# 📘 Introduction
This notebook covers the full pipeline for collecting, cleaning, and preparing stock + earnings event data.
The output is a cleaned dataset (`strategy_df`) used for modeling and strategy simulation.

## 📦 Data Collection
We begin by collecting three main datasets:
- `cleaned_stock_data`: Historical stock price data (daily OHLCV)
- `combined_alpha_earnings_data`: Earnings report announcements
- `ticker_df`: Metadata and fundamentals (sector, employees, CEO, etc.)

**Key Merge Strategy:**
- Merge on `Ticker` and `reported_date_clean` (earnings date)
- Dates are converted to `datetime64` for proper filtering.

## Data Preprocessing Pipeline
For each earnings event, we extract a window of ±N days.
- `Days_From_Earnings`: Offset in days from the earnings announcement
- `Next_Day_Open`: Next day's open price (used for after-hours return)
- `Regular_Change%`: Day change from Open to Close
- `After_Hours_Change%`: Change from Close to Next Day Open

EPS metrics from `earnings_df` are also injected into the window.

## 🧠 Feature Engineering & Final Columns
Only safe (non-leaky) columns are retained for modeling.

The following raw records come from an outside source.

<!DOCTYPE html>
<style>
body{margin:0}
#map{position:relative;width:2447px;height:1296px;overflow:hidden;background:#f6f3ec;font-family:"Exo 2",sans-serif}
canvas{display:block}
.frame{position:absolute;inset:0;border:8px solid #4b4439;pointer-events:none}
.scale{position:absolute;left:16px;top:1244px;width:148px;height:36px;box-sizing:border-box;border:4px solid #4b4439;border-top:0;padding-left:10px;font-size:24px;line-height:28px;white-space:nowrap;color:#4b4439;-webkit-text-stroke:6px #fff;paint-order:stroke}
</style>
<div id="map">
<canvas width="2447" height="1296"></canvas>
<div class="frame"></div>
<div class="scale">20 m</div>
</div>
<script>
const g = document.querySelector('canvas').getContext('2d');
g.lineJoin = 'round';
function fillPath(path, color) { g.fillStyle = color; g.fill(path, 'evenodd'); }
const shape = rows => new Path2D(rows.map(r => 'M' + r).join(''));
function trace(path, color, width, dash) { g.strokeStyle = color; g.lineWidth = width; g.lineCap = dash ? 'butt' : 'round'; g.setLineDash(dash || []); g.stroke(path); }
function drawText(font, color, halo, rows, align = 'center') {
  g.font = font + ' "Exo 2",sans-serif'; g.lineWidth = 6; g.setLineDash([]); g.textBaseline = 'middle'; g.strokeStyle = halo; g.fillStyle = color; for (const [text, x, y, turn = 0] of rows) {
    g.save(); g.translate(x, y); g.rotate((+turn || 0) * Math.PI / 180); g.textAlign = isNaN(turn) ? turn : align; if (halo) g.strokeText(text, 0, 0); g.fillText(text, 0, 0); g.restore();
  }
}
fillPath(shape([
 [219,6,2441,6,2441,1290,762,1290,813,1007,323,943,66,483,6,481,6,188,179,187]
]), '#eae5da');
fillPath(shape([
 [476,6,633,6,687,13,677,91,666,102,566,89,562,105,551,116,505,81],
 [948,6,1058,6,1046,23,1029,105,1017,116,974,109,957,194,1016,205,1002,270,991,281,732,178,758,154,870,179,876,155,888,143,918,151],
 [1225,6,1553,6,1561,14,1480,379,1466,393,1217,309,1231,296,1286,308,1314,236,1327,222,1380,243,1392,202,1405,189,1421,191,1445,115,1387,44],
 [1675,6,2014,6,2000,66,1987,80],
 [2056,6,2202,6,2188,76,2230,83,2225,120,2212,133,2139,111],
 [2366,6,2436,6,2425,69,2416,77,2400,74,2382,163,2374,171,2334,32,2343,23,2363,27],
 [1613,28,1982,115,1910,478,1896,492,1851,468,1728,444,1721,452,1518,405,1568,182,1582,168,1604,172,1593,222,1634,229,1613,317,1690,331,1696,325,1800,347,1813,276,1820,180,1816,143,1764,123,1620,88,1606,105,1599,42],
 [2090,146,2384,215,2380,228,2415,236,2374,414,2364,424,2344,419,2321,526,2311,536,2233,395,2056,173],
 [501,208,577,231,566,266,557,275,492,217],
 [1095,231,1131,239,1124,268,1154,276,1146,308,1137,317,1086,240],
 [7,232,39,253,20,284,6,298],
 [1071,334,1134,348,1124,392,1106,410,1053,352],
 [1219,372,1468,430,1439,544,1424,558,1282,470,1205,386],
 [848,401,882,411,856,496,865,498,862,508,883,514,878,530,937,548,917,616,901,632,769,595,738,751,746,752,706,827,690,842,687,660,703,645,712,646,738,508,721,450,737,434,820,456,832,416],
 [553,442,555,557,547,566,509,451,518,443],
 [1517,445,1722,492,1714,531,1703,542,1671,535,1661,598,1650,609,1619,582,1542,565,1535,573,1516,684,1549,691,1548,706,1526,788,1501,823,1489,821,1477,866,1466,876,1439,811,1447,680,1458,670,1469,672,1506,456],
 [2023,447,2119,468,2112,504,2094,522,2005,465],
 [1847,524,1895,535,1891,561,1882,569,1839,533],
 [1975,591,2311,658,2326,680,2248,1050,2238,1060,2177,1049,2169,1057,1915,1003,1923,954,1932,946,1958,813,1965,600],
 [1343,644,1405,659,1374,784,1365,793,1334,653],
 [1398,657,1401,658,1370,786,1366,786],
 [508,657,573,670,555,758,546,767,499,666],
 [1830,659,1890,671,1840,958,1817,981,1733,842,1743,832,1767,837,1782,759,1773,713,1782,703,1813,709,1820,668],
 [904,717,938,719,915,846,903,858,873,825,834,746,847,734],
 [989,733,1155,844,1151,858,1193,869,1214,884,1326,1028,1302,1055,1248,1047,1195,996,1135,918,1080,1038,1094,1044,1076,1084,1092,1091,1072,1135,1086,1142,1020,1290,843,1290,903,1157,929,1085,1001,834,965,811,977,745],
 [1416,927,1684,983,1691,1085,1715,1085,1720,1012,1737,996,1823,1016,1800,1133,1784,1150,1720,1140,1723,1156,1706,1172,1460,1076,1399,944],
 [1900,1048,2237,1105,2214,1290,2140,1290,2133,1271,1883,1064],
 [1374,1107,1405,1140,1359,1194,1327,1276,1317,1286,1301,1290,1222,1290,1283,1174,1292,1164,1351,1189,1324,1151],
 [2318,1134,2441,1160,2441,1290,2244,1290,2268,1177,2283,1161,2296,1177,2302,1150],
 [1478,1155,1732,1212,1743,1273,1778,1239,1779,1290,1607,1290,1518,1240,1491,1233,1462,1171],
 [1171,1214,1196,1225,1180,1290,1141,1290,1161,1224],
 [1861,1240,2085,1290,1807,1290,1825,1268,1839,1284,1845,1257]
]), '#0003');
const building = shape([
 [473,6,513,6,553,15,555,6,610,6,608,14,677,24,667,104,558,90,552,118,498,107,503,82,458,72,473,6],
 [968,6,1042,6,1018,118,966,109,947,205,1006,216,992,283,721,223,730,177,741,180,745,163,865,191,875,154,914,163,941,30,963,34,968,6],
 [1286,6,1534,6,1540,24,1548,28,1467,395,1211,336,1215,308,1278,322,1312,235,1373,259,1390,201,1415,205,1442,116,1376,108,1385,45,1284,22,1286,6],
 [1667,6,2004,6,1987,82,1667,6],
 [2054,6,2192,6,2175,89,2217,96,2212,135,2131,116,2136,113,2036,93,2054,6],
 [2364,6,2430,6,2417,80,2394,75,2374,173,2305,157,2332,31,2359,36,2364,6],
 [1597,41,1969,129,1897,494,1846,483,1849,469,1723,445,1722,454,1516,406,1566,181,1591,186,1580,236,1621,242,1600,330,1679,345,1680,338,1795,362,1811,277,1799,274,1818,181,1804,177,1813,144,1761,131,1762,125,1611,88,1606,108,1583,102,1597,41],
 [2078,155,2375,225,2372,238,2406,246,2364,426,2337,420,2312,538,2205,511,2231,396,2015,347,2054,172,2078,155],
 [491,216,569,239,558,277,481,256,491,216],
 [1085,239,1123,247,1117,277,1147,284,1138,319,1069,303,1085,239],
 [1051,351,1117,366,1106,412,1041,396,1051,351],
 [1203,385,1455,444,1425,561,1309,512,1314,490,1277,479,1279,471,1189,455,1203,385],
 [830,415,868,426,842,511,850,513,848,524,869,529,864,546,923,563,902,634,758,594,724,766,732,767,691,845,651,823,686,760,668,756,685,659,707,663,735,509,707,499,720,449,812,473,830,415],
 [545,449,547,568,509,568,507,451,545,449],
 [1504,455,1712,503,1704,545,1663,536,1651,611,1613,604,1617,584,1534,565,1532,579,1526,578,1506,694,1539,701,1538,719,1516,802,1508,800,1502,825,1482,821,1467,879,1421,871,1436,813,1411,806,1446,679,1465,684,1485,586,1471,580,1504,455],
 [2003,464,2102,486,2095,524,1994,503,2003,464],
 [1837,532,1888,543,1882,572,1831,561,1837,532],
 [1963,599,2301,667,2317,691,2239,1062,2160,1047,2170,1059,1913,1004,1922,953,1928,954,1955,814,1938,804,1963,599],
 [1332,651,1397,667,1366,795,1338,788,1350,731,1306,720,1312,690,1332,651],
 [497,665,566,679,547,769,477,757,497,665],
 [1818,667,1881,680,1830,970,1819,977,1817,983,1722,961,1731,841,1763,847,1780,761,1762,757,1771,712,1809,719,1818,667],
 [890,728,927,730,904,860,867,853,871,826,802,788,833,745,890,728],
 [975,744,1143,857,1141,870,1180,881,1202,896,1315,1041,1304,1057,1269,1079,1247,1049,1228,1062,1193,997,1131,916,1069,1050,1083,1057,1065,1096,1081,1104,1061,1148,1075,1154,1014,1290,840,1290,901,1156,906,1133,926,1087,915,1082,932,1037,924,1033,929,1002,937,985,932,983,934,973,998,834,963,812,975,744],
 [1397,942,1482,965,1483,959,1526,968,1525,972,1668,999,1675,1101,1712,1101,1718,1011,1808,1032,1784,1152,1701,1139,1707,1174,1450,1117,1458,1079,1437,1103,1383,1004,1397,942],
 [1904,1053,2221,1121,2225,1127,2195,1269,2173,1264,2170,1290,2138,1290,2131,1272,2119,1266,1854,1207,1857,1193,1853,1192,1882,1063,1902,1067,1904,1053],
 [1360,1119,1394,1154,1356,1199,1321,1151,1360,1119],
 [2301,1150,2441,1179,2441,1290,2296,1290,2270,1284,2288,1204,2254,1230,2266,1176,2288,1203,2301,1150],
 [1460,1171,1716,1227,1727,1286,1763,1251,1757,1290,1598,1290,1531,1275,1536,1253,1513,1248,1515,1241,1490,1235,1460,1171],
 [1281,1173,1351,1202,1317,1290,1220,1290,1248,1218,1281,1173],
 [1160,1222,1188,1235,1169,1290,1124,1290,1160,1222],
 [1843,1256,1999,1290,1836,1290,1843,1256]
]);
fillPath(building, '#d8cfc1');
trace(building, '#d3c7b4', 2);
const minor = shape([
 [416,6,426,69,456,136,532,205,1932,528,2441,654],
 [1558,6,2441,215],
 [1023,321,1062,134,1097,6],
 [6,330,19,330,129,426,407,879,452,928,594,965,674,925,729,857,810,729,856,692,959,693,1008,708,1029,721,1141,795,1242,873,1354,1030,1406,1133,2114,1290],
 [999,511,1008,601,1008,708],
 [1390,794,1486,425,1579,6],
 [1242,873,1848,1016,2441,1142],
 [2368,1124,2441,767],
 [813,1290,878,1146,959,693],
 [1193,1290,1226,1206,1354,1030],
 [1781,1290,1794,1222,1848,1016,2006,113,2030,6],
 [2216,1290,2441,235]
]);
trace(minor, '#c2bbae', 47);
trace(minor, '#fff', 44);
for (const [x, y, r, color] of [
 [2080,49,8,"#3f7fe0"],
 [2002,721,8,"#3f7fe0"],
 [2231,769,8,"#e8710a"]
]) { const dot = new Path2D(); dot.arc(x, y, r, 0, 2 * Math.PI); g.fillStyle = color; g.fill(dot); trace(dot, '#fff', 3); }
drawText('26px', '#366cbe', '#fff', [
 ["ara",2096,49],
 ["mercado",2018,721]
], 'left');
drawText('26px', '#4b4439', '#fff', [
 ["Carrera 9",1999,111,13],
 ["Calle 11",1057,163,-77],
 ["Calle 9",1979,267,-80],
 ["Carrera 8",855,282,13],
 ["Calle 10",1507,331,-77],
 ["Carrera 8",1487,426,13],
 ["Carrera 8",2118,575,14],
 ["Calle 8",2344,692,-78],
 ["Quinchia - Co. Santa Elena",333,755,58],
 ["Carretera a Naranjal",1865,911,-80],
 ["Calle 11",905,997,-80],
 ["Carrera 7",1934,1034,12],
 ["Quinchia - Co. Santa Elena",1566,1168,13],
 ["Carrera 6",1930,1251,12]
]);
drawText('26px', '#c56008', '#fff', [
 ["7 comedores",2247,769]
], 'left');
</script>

These include:
- Price-based returns: `Regular_Change%`, `After_Hours_Change%`
- EPS details: `EPS_Actual`, `EPS_Estimate`, `EPS_Surprise`, `EPS_Surprise_%`
- Context: `Days_From_Earnings`, `Sector`, `Profitable`, `FemaleCEO`, etc.

All rows with missing critical values are dropped.

## 💾 Export
The result is saved as `strategy_df_window7.csv` and used in the modeling phase.

This notebook covers the full pipeline for collecting, cleaning, and preparing stock + earnings event data. The output of this notebook is a cleaned dataset called `strategy_df`, which will be used for modeling and simulation in subsequent notebooks.

Loading the kaggle auth json into the colab session.
Once you login into kaggle, this can be download from the logged in session

In [None]:
import os
from google.colab import files
uploaded = files.upload()
for fn in uploaded.keys():
  print('User uploaded file "{name}" with length {length} bytes'.format(
      name=fn, length=len(uploaded[fn])))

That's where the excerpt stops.